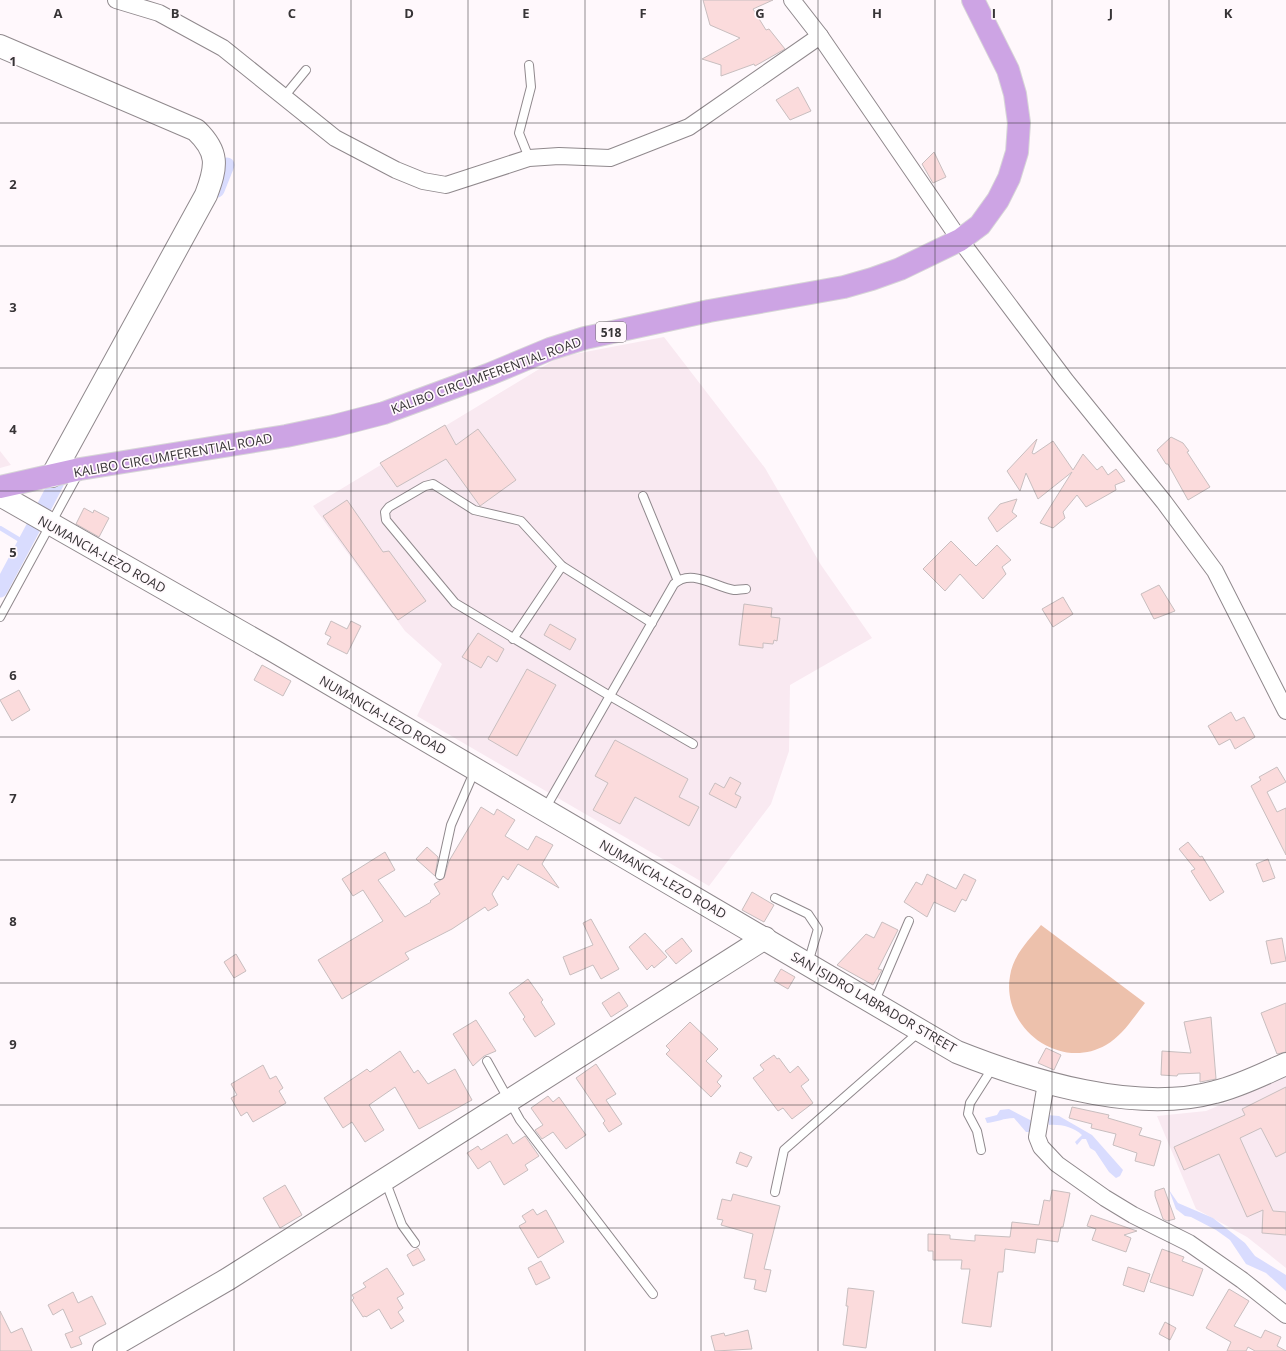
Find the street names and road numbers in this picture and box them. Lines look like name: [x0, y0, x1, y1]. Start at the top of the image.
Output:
road number: 518: [596, 322, 626, 342]
street label: KALIBO CIRCUMFERENTIAL ROAD: [388, 332, 584, 418]
street label: KALIBO CIRCUMFERENTIAL ROAD: [72, 429, 274, 481]
street label: NUMANCIA-LEZO ROAD: [35, 511, 169, 597]
street label: NUMANCIA-LEZO ROAD: [316, 671, 450, 759]
street label: NUMANCIA-LEZO ROAD: [596, 835, 730, 923]
street label: SAN ISIDRO LABRADOR STREET: [788, 947, 961, 1057]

+++++

■ EXERCISE BRIEF ■
Could the entries above be restated word for word, with the pictures left out?

■ SOLUTION BELOW ■
Find the street names and road numbers in this picture and box them. Lines look like name: [x0, y0, x1, y1]. Start at the top of the image.
Output:
road number: 518: [596, 322, 626, 342]
street label: KALIBO CIRCUMFERENTIAL ROAD: [388, 332, 584, 418]
street label: KALIBO CIRCUMFERENTIAL ROAD: [72, 429, 274, 481]
street label: NUMANCIA-LEZO ROAD: [35, 511, 169, 597]
street label: NUMANCIA-LEZO ROAD: [316, 671, 450, 759]
street label: NUMANCIA-LEZO ROAD: [596, 835, 730, 923]
street label: SAN ISIDRO LABRADOR STREET: [788, 947, 961, 1057]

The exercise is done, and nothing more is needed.